Jonathan Boakes runs the UK arm of Infinum, a 400+ person digital agency that spent two years rebuilding itself around AI before offering to help anyone else do the same. He's been thinking about this longer than most, and what he's learned is blunt: the technology isn't the hard part.
"The most common AI conversation I'm having with clients this year isn't 'should we?' It's 'we did. Why isn't it working?'"

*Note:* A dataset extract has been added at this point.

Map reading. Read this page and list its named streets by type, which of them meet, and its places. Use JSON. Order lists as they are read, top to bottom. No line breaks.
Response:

Chris Maslin runs Go EO, helping business owners transition to employee ownership trusts. He's built a business, handed it to his team, and now watches other founders wrestle with the exact tension AI creates: if you can make the business vastly more efficient - and more profitable - but it means cutting headcount, what do you do when your staff are the shareholders?
Together, these three are pointing at something the AI hype has completely missed: the governance question isn't technical. It's human.

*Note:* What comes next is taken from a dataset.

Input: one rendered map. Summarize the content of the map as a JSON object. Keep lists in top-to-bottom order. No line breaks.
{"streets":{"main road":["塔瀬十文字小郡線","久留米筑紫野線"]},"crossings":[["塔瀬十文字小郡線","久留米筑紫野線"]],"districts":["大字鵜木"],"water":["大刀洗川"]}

What You Can't See, You Can't Control
Start with Raj's opening: "What you can't see, you can't control."
It sounds simple. It's not. In a world where agencies are routinely sharing sensitive information - client data, strategic documents, proprietary processes - into AI tools they don't fully understand, it's everything.

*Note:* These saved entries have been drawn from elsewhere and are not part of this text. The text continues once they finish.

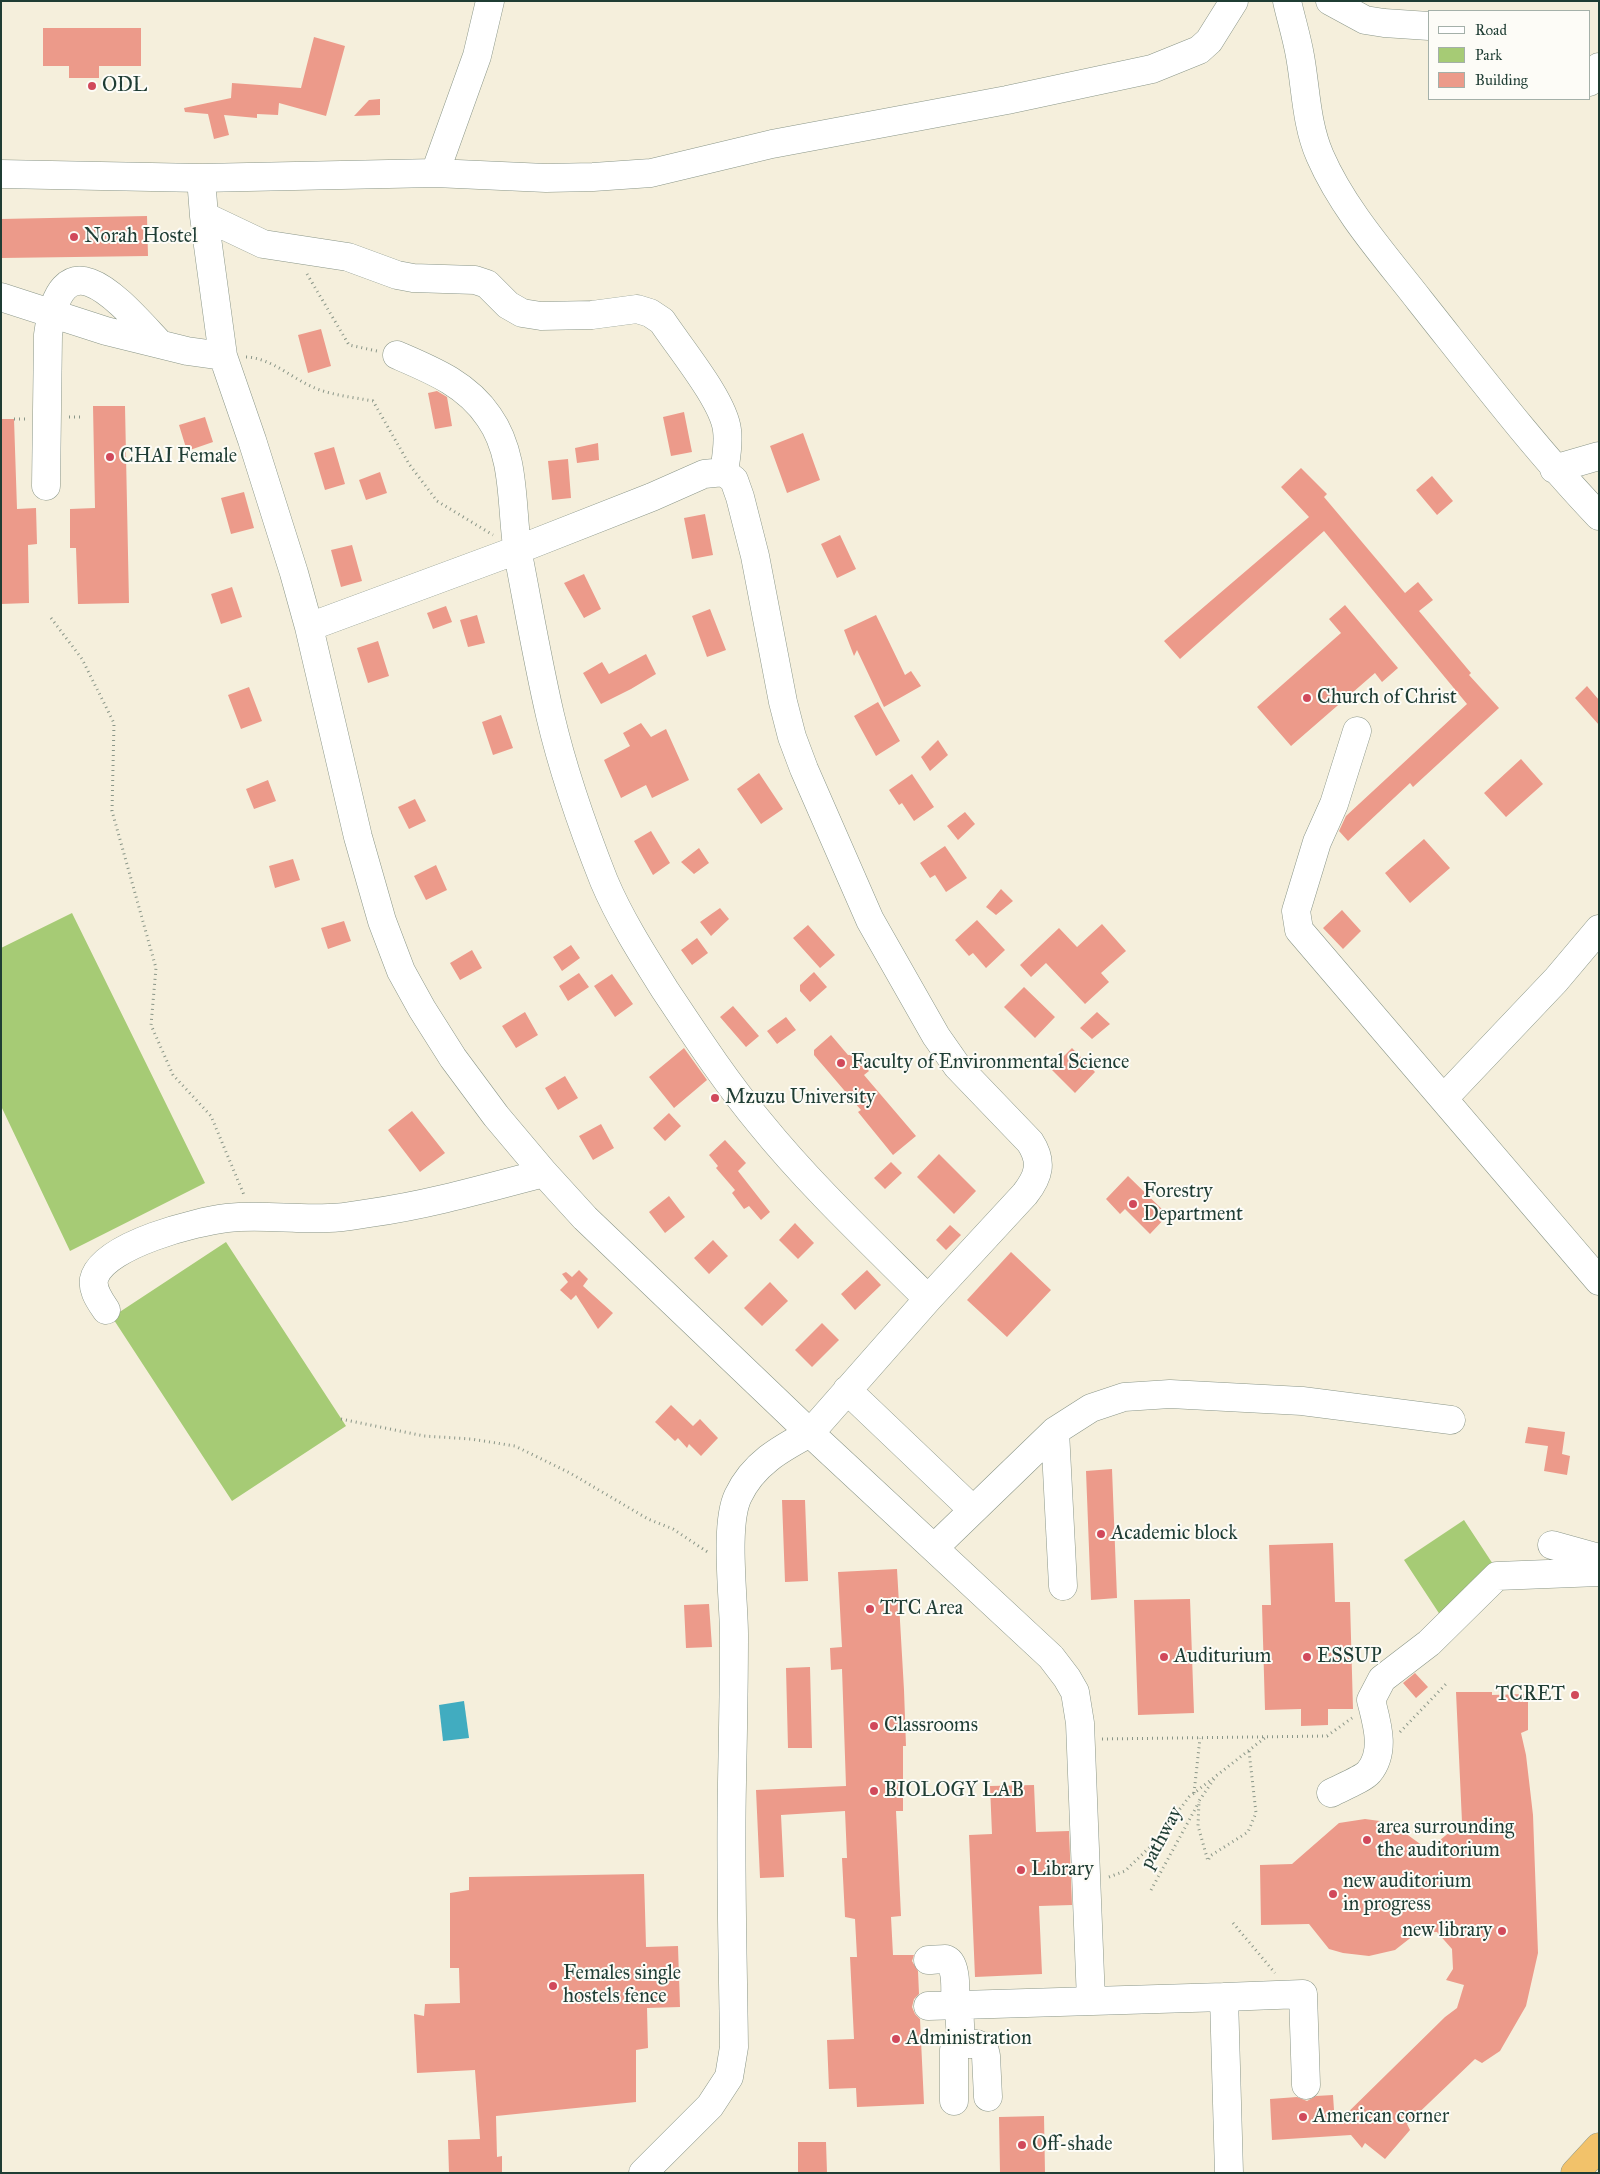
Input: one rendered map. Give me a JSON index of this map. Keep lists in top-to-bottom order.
{
  "streets": {
    "path": ["pathway"]
  },
  "places": [
    "ODL",
    "Norah Hostel",
    "CHAI Female",
    "Church of Christ",
    "Faculty of Environmental Science",
    "Mzuzu University",
    "Forestry Department",
    "Academic block",
    "TTC Area",
    "Auditurium",
    "ESSUP",
    "TCRET",
    "Classrooms",
    "BIOLOGY LAB",
    "area surrounding the auditorium",
    "Library",
    "new auditorium in progress",
    "new library",
    "Females single hostels fence",
    "Administration",
    "American corner",
    "Off-shade"
  ],
  "legend": ["Road", "Park", "Building"]
}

The problem isn't the tools. It's the visibility.
"AI is everywhere" Raj explains. "Whether it's coding, whether it's people using elements of ChatGPT. But what people are putting in, what people are sharing - no one really knows."
So JBi Digital takes what Raj calls a risk-averse approach. Not risk-avoidant. Risk-averse. The difference matters.
"You need to know the tools you're using. Who's supplying those tools? Who's manufacturing those tools? Where are they based? Ultimately, where is your data?"
That means doing the work upfront. Understanding what data you have. Categorising what can be shared and what can't. Understanding which employees are using which tools and what they're prompting them with. And then - crucially - giving your staff clear guardrails. Not a ban on AI. Guidelines about what's safe to share and what isn't.
It sounds tedious. It's the opposite of the move-fast-and-break-things mentality that dominates tech culture. But Raj isn't wrong: you can only control what you can see. And most organisations right now are flying blind.
Shadow AI and The Permission Problem
Here's where it gets dangerous: the stuff happening in the shadows.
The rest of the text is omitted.